Look through the lines below and extract any with the word "leaving".

- Excerpted records:
_ _ _ _ _ _ _
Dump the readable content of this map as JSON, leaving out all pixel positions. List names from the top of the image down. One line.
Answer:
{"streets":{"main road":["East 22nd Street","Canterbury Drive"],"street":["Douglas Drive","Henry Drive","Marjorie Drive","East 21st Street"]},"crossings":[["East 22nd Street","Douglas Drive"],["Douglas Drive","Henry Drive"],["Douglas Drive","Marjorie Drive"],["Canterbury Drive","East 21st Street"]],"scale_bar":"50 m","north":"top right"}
_ _ _ _ _ _ _
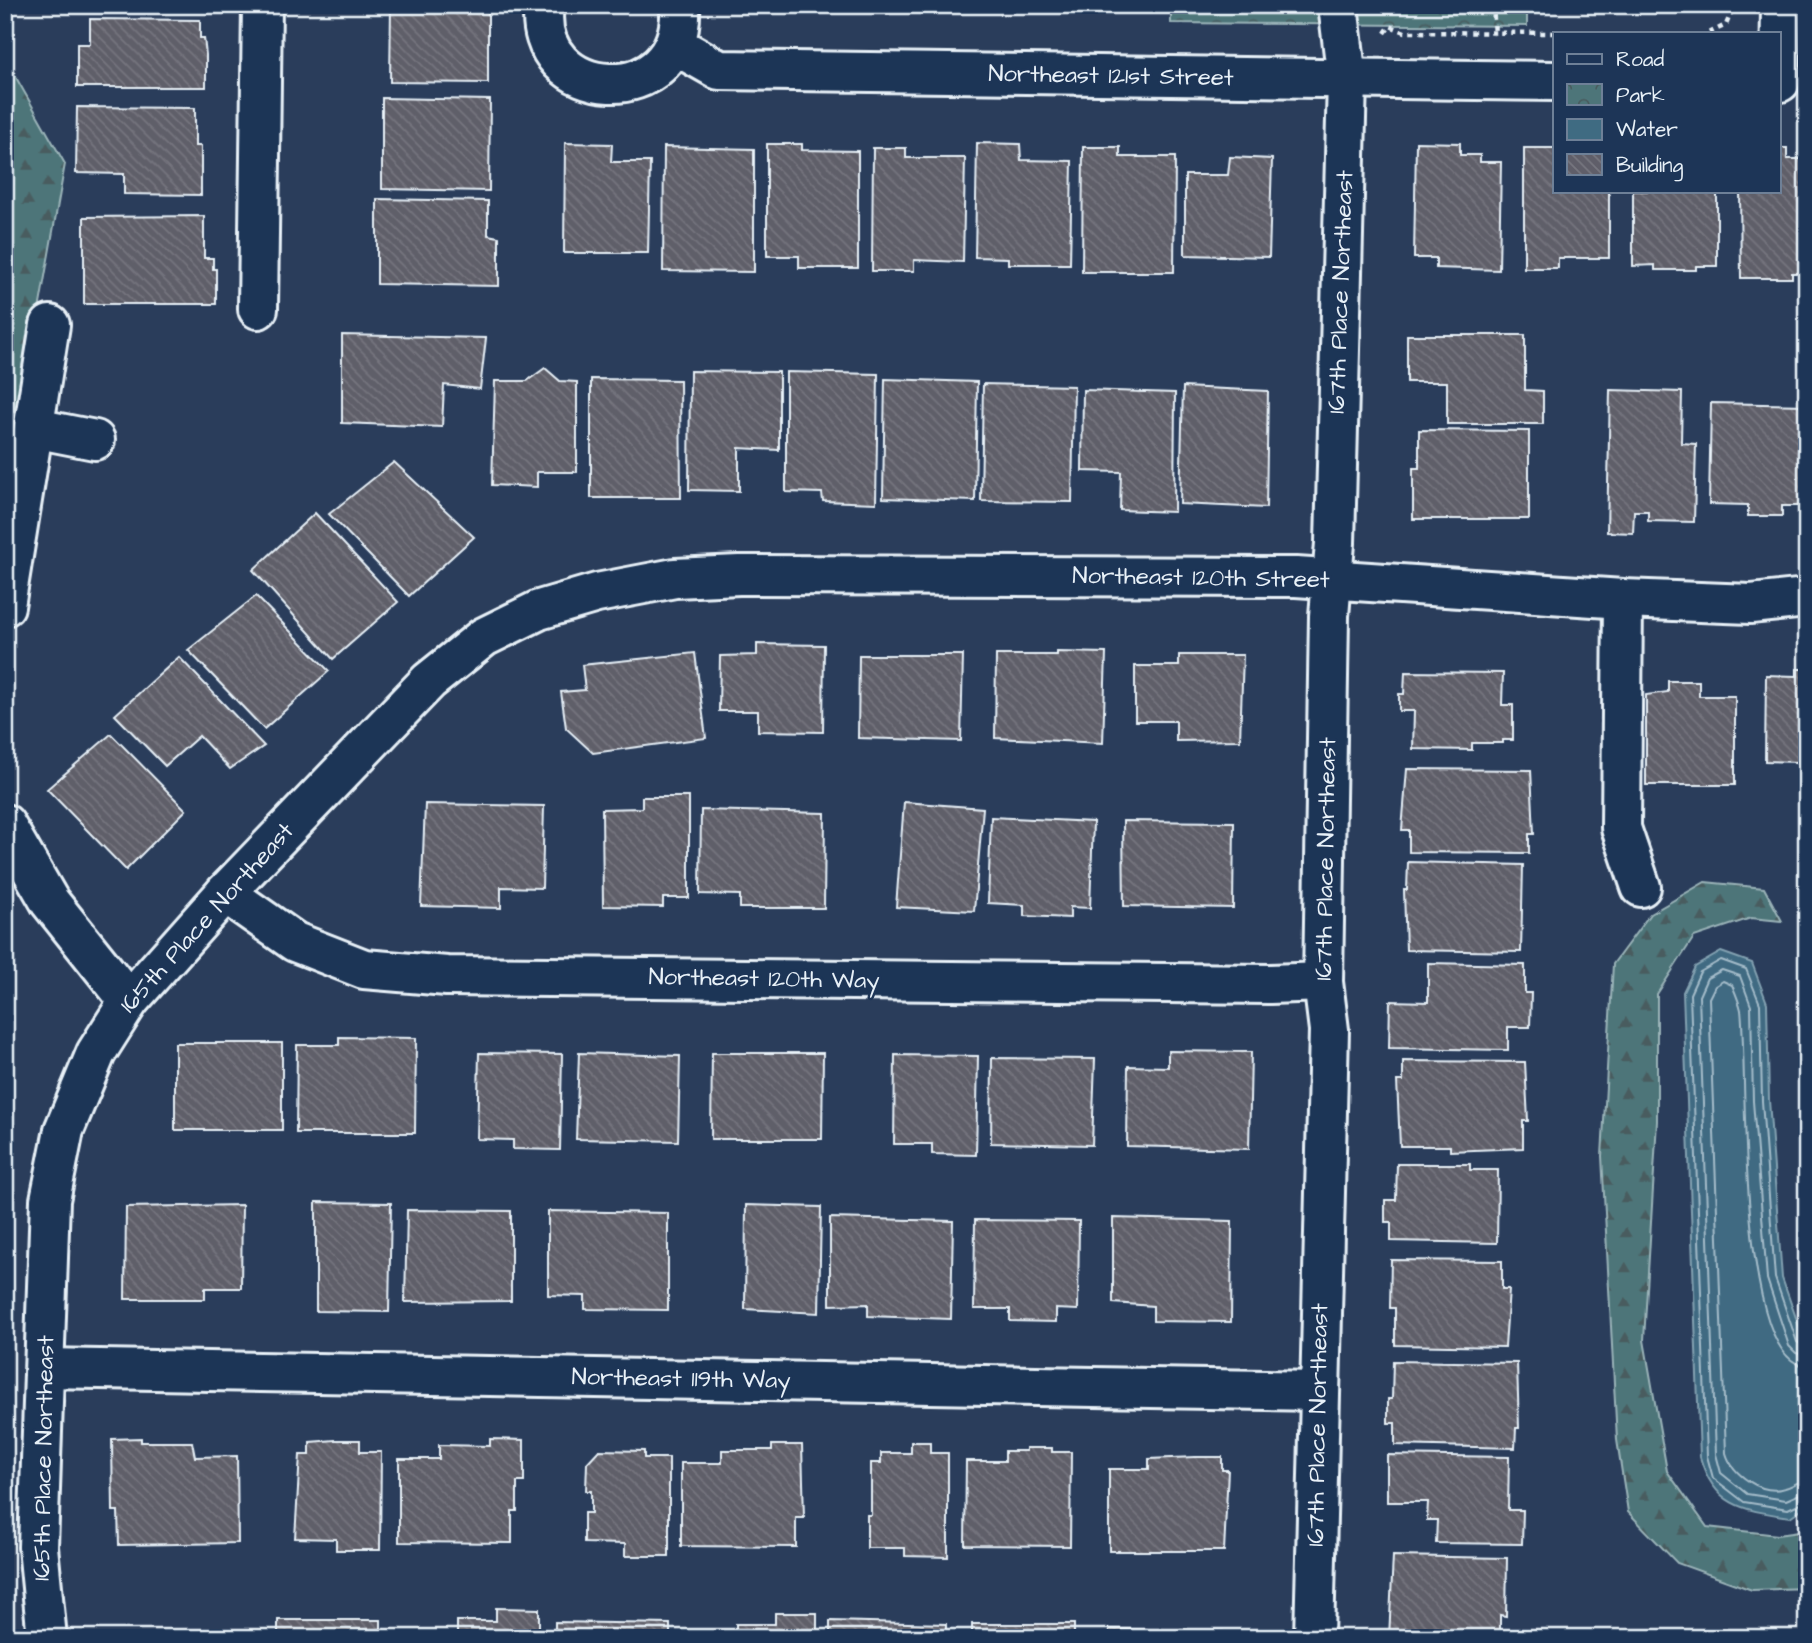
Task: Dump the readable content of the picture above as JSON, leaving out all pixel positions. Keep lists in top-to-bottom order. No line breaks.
_ _ _ _ _ _ _
- Response to the exercise:
Dump the readable content of this map as JSON, leaving out all pixel positions. List names from the top of the image down. One line.
Task: Dump the readable content of the picture above as JSON, leaving out all pixel positions. Keep lists in top-to-bottom order. No line breaks.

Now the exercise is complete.